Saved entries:

== Segment start ==

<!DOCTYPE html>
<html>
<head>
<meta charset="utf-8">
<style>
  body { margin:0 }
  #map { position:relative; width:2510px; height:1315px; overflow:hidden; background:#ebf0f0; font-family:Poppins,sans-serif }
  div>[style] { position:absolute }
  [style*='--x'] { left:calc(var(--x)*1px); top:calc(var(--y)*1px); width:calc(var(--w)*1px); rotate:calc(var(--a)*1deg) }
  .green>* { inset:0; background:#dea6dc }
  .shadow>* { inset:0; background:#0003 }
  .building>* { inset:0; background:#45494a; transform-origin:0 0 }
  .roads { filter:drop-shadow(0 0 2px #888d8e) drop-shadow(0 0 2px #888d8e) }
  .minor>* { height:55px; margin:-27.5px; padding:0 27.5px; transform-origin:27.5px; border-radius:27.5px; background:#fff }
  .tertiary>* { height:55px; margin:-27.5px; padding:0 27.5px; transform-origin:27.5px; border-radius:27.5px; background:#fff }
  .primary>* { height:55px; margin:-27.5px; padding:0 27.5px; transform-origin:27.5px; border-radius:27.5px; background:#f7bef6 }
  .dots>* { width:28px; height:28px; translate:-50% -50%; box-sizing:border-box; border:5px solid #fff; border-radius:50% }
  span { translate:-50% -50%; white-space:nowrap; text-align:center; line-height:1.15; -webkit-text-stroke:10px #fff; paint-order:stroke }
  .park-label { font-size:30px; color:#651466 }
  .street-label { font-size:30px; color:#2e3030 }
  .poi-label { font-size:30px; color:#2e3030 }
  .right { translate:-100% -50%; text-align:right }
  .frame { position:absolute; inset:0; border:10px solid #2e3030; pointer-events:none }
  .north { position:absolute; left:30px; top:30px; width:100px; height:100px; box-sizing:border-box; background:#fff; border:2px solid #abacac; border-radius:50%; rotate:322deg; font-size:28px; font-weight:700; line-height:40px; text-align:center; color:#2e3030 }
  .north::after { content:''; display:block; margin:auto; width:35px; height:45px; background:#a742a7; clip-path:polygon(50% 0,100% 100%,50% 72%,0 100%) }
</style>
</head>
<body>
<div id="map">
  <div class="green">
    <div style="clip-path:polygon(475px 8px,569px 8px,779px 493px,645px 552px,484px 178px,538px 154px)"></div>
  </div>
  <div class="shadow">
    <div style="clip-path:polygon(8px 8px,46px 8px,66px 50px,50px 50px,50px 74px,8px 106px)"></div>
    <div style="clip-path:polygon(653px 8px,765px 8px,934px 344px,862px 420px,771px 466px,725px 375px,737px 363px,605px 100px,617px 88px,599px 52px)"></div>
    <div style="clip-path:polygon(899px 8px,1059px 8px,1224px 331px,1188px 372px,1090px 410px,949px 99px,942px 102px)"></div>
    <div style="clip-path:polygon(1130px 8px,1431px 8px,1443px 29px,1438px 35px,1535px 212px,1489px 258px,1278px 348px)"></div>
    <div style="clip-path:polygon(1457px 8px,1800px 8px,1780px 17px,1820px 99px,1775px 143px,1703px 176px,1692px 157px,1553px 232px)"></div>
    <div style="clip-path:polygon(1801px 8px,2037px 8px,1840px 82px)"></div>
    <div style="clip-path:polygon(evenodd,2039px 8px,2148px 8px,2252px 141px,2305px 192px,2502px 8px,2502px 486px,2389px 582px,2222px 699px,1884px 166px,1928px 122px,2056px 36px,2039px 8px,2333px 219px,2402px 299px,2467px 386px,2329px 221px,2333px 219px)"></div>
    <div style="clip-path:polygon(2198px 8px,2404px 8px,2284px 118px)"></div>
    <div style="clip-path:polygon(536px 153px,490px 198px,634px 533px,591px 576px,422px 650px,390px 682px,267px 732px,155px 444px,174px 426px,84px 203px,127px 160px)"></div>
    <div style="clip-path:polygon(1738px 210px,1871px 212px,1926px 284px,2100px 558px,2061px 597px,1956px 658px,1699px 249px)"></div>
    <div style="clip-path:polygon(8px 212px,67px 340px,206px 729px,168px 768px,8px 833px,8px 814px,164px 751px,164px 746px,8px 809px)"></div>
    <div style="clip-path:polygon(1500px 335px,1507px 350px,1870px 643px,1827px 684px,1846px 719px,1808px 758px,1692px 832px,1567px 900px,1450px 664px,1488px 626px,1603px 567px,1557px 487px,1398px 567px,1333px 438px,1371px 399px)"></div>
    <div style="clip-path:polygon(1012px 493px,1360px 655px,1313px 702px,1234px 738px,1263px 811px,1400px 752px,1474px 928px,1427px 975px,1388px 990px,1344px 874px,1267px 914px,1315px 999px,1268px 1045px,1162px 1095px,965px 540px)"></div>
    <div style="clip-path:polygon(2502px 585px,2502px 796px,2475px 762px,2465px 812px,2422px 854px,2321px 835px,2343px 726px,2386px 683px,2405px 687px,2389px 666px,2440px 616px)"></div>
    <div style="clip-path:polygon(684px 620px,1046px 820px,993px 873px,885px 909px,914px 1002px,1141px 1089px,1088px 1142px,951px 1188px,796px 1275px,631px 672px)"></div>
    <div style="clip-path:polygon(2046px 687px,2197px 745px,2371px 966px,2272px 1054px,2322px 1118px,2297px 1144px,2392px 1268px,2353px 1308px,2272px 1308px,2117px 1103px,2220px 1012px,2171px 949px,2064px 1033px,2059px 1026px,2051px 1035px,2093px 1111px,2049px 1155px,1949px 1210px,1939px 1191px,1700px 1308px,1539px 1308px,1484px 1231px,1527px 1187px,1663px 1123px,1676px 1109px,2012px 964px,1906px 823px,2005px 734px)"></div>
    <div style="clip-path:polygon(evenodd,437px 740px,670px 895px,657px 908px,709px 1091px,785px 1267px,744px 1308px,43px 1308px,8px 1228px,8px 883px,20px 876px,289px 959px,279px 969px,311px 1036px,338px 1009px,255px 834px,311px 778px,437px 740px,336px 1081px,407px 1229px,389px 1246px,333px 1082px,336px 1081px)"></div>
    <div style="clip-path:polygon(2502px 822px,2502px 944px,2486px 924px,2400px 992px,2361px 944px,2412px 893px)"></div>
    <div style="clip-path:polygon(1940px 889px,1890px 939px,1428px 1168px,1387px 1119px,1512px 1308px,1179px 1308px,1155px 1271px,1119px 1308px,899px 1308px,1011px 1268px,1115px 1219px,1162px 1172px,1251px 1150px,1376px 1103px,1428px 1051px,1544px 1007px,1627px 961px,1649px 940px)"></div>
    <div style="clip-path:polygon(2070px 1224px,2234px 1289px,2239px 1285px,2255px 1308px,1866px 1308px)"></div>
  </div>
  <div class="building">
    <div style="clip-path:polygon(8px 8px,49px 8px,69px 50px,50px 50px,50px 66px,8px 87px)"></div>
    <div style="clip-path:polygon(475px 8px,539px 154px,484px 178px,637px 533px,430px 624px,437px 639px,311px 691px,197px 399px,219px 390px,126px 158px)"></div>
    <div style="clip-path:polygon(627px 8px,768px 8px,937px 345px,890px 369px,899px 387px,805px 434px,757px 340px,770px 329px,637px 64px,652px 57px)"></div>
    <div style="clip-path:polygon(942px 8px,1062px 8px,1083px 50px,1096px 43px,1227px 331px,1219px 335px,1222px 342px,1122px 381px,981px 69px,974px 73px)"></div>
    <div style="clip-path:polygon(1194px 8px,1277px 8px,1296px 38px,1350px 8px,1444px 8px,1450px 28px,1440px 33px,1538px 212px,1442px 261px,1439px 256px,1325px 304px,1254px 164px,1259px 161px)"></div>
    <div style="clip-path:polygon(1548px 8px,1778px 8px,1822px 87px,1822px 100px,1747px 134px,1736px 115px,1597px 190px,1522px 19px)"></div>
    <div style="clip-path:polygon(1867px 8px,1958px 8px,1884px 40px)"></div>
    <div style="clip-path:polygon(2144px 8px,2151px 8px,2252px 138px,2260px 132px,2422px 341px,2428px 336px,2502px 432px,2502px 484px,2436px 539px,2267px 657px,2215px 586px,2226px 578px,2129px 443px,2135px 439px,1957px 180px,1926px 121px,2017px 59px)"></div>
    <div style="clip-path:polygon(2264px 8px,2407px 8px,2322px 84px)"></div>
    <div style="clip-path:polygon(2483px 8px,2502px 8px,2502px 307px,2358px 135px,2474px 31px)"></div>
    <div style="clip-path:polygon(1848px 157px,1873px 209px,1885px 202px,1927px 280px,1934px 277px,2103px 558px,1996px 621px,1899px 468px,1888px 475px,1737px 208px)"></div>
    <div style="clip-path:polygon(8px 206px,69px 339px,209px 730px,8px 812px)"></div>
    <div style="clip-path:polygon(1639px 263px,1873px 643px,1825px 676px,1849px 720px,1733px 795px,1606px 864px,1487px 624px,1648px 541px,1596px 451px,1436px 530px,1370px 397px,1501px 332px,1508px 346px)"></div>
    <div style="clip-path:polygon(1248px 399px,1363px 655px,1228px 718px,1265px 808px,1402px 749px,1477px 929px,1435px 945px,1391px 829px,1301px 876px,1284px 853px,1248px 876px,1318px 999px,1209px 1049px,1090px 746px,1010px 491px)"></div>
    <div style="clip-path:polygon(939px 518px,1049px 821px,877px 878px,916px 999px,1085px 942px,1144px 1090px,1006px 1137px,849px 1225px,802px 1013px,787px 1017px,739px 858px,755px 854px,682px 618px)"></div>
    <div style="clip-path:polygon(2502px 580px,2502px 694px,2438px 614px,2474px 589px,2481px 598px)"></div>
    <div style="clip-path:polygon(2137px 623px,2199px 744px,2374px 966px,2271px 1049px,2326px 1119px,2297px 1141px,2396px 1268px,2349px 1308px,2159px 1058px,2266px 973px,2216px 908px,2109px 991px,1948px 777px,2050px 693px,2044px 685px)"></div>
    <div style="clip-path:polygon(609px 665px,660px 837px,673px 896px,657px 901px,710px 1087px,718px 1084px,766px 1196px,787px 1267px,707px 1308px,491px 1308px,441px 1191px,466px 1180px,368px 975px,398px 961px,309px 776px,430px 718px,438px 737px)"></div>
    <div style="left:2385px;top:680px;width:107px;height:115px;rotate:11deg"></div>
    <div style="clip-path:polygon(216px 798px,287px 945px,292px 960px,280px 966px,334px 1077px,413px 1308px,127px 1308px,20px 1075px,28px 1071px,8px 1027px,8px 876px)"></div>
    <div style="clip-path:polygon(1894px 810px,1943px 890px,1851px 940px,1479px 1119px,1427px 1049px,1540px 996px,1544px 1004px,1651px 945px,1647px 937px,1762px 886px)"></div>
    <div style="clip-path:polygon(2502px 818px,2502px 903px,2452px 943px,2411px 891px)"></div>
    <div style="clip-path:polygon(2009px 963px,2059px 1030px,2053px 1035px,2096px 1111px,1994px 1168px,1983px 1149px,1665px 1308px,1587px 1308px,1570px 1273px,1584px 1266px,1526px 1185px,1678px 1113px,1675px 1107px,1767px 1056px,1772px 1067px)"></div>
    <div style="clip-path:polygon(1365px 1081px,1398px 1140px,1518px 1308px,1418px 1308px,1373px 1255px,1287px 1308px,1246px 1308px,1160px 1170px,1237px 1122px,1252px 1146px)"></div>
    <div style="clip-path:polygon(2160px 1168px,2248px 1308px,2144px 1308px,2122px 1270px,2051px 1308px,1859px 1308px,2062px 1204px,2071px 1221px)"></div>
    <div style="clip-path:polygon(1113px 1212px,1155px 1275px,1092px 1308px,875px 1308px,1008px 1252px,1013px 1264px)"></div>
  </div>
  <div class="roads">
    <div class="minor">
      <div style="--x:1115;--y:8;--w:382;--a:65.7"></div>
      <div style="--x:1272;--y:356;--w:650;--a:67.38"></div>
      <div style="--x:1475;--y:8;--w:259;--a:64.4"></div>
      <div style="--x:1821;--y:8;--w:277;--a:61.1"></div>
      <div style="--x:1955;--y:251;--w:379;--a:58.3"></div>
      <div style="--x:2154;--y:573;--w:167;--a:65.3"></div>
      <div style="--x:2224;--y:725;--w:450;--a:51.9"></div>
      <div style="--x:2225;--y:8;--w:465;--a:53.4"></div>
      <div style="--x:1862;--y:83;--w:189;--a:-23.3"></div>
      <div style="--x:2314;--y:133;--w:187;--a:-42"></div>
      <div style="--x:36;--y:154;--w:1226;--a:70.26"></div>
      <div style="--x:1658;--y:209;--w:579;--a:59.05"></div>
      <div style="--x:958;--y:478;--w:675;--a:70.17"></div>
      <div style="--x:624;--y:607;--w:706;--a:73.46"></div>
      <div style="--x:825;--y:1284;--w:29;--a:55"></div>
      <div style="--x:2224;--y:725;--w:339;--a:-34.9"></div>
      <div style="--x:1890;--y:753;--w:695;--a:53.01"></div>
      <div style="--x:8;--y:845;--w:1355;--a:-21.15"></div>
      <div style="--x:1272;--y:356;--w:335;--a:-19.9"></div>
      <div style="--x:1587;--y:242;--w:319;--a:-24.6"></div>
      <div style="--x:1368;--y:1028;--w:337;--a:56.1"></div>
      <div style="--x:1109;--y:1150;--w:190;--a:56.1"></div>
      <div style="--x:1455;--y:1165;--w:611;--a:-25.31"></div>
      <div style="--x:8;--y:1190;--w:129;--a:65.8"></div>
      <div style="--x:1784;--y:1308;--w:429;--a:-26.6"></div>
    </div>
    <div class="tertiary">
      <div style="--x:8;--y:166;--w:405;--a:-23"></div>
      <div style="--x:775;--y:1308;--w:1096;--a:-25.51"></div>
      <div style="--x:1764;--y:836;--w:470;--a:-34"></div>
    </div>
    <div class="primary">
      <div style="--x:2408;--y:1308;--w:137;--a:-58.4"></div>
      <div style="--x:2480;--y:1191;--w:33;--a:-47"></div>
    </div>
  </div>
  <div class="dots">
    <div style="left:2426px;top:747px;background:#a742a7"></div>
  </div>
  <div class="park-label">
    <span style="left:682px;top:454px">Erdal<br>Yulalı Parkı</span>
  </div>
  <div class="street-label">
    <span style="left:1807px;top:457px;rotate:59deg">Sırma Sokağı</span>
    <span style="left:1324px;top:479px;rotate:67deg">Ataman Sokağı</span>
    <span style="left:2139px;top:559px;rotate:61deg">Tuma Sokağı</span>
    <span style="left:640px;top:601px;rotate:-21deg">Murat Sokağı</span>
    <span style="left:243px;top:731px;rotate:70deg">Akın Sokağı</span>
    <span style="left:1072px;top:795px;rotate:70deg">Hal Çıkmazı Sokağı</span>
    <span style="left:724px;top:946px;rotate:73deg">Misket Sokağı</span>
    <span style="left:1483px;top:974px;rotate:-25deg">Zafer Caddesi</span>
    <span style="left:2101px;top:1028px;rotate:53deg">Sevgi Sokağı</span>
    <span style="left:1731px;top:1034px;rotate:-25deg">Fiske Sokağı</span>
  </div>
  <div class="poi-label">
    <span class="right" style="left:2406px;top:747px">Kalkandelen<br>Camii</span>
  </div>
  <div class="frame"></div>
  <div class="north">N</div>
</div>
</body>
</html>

== Segment end ==

Write out the lines of the entries, word for word, from the first through the one containing "filter:drop-shadow(0 0 2px", and stop at that line.

Solution —
<!DOCTYPE html>
<html>
<head>
<meta charset="utf-8">
<style>
  body { margin:0 }
  #map { position:relative; width:2510px; height:1315px; overflow:hidden; background:#ebf0f0; font-family:Poppins,sans-serif }
  div>[style] { position:absolute }
  [style*='--x'] { left:calc(var(--x)*1px); top:calc(var(--y)*1px); width:calc(var(--w)*1px); rotate:calc(var(--a)*1deg) }
  .green>* { inset:0; background:#dea6dc }
  .shadow>* { inset:0; background:#0003 }
  .building>* { inset:0; background:#45494a; transform-origin:0 0 }
  .roads { filter:drop-shadow(0 0 2px #888d8e) drop-shadow(0 0 2px #888d8e) }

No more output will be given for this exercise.